Diversi punti di forza – Se il quotidiano tradizionale può contare su autorevolezza e approfondimento, il giornale online ha dalla sua parte velocità e sintesi, valori necessari soprattutto per raggiungere il pubblico più giovane. Citando il magnate della comunicazione Rupert Murdoch, Anselmi ricorda infatti che c’è una nuova generazione di consumatori interessata ad avere notizie in modo diverso, scegliendo quando dove e come reperirle. Qui entra in gioco il web, che offre una facilità di accesso e fruizione delle notizie sconosciuta alla carta stampata. Diverso il discorso per i blog che, escludendo casi eclatanti come l’Huffington Post, restano per lo più contenitori di opinioni e commenti personali.

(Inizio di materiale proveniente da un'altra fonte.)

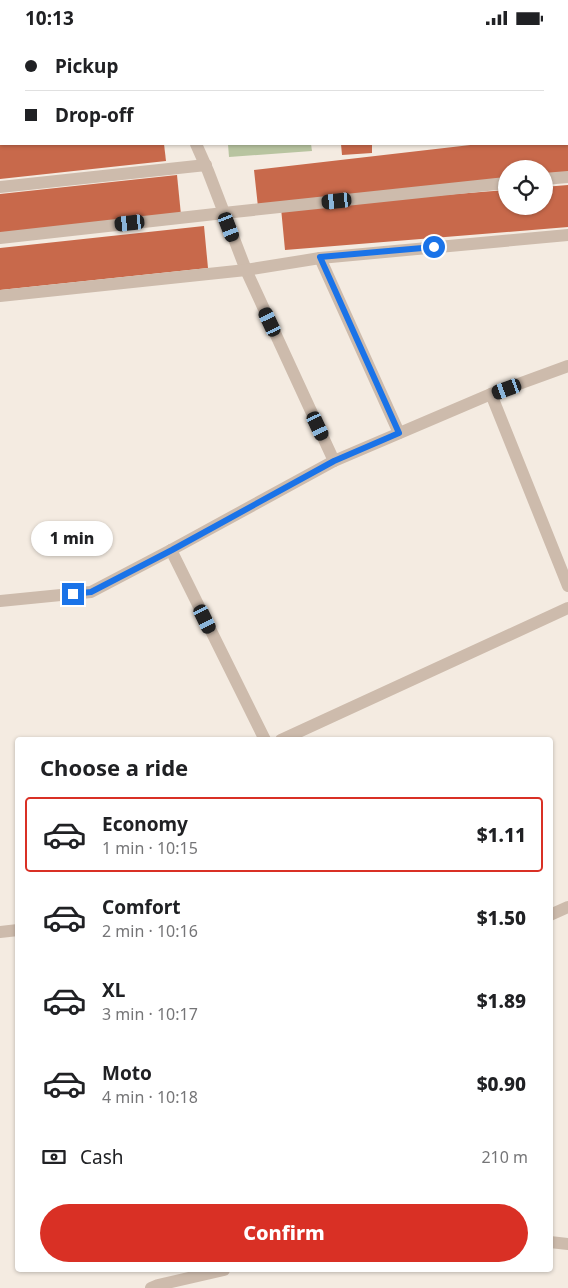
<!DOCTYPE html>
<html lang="en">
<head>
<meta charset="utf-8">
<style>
  :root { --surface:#fff; --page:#f6f6f6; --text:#202124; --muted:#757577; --line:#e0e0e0; --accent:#d93025 }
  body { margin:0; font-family:"Noto Sans",sans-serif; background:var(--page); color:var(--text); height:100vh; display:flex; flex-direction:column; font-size:19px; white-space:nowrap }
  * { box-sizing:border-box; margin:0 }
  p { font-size:16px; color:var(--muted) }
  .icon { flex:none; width:28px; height:28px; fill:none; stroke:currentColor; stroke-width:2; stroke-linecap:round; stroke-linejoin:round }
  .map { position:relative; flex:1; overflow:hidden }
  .side { position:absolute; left:15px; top:702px; width:538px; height:535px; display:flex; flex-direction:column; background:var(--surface); border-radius:5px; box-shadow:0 1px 4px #0004 }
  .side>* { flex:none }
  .hud { position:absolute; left:0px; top:0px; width:569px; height:110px; box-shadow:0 1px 4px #0004; display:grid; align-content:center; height:110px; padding:0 25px; background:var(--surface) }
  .fabs { position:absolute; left:498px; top:125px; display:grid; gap:10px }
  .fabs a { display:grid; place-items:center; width:55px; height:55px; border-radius:50%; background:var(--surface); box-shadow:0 1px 4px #0004; font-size:25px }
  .end { position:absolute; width:22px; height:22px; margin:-11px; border:6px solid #1a73e8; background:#fff; box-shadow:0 0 0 2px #fff }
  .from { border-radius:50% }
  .bubble { position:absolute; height:35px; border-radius:18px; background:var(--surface); box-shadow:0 1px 4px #0004; font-size:16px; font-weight:800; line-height:35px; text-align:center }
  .car { position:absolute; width:15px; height:30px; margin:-15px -8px; border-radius:6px; box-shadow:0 0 4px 1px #0007; background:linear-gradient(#222 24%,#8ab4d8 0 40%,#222 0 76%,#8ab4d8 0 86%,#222 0) }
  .hud b { display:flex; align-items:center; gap:18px; height:48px; font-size:19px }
  .hud b+b { border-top:1px solid var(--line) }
  .hud i { width:12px; height:12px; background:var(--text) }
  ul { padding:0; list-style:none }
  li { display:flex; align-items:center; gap:15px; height:75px; margin:0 10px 8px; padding:0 15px; border:2px solid transparent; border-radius:5px }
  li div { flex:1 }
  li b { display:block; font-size:19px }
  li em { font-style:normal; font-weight:800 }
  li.active { border-color:var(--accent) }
  li>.icon { width:45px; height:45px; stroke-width:1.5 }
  h2 { padding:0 25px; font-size:22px; line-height:60px }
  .pay { display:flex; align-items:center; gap:12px; height:55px; padding:0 25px; font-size:19px }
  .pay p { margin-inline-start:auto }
  .cta { display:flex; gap:10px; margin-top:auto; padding:10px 25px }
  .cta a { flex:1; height:58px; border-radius:30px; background:var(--accent); color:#fff; font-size:20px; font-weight:800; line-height:58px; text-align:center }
  .status { display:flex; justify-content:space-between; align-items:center; height:35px; padding:0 25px; background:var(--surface); direction:ltr }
  .status svg { height:14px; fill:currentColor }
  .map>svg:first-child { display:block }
  .green { fill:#b8c4a0 }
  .building { fill:#c8694b }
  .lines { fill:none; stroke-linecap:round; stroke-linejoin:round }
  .minor { stroke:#cdbbac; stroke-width:12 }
  .route { stroke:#1a73e8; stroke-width:6 }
</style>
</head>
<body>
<div class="status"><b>10:13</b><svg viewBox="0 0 49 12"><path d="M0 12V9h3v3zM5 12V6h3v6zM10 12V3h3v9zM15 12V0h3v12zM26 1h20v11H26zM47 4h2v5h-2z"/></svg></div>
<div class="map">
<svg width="568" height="1253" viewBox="0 0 568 1253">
  <rect width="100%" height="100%" fill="#f4ebe1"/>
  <polygon class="green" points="228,109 311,109 312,116 229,122"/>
  <g class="building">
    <polygon points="0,109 164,109 166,126 0,144"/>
    <polygon points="341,109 372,109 372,118 342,120"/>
    <polygon points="479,109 568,109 568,137 544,139 544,134 506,134 506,144 258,172 254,135"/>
    <polygon points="177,140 181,180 0,199 0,159"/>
    <polygon points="568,150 568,192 285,215 281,173 506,155 506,171 544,171 544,152"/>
    <polygon points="204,191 208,233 0,255 0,213"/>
  </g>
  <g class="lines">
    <g class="minor">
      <polyline points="144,0 144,1"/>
      <polyline points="393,1 405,0"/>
      <polyline points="0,44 1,43"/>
      <polyline points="0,98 1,97"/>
      <polyline points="196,109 208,136 246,235 334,426"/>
      <polyline points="544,144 568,142"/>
      <polyline points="0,152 206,130"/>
      <polyline points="0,203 224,178 506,148"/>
      <polyline points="320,223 399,398"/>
      <polyline points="0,261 246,235 320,223 568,200"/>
      <polyline points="491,359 568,551"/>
      <polyline points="171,515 265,705"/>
      <polyline points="0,566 91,557 171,515 334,426 491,359 568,331"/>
      <polyline points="281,705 568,573"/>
      <polyline points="550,880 568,872"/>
      <polyline points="0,897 18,895"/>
      <polyline points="550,1207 568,1209"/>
      <polyline points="151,1253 158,1250 224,1235"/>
    </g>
  </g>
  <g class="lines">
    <polyline class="route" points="73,559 91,557 172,515 334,426 399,398 320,222 434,212"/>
  </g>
</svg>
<div class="fabs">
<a><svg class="icon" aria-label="locate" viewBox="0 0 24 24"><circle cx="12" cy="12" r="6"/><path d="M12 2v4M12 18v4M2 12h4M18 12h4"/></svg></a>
</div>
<i class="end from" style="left:434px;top:212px"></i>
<i class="end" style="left:73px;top:559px"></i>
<div class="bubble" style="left:31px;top:486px;width:82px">1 min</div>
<i class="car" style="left:337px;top:166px;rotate:264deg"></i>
<i class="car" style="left:130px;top:188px;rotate:264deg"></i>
<i class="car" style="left:229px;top:192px;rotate:159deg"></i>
<i class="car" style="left:270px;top:287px;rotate:335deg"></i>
<i class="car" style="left:507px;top:354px;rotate:250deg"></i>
<i class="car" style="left:318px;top:391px;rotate:155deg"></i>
<i class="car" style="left:205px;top:584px;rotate:154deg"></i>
<div class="hud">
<b><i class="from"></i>Pickup</b>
<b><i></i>Drop-off</b>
</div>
<section class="side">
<h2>Choose a ride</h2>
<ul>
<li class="active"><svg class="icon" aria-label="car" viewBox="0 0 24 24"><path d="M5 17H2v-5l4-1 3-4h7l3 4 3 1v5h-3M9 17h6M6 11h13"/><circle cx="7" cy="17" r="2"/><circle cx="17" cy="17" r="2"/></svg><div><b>Economy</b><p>1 min · 10:15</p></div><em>$1.11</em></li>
<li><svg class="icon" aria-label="car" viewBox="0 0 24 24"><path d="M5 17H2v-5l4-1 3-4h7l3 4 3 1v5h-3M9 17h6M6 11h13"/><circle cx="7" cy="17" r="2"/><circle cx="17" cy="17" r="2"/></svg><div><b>Comfort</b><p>2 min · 10:16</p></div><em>$1.50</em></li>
<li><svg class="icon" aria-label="car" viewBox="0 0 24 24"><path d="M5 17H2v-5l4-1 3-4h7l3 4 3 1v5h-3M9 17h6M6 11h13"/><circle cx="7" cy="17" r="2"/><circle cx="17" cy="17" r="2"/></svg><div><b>XL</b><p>3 min · 10:17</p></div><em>$1.89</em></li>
<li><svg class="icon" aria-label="car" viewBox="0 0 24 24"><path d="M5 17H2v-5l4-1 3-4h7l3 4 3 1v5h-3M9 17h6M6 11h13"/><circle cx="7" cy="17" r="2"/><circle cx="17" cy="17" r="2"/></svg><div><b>Moto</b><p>4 min · 10:18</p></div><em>$0.90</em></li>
</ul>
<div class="pay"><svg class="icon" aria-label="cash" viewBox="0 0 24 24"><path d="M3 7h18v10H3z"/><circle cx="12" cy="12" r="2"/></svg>Cash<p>210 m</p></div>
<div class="cta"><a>Confirm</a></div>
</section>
</div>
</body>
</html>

Citizen Journalism e inchiesta – Anselmi ha parole positive per il citizen journalism, che ha un forte valore civile e rende noti fatti altrimenti relegati a piccole realtà locali. “Quello che conta, in ogni momento storico, non è lo strumento ma la qualità della notizia e di chi la riporta. I giornali tradizionali non hanno più la forza di condurre grandi inchieste, di trovare, scegliere e raccontare storie significative. È indispensabile recuperare valori importanti come l’obiettività – oggi messa da parte in nome di un giornalismo più schierato – per offrire ai lettori la migliore versione possibile della realtà”.

Una stagione di passaggio – Nel campo dell’informazione, secondo il presidente dell’Ansa, al momento convivono il peggio del vecchio e del nuovo, come avviene in tutti i periodi di transizione: internet non riesce a superare una certa approssimazione, mentre la carta stampata perde qualità. Ma il futuro lascia un margine di ottimismo, a patto che si ritrovino qualità, approfondimento e passione per questo lavoro.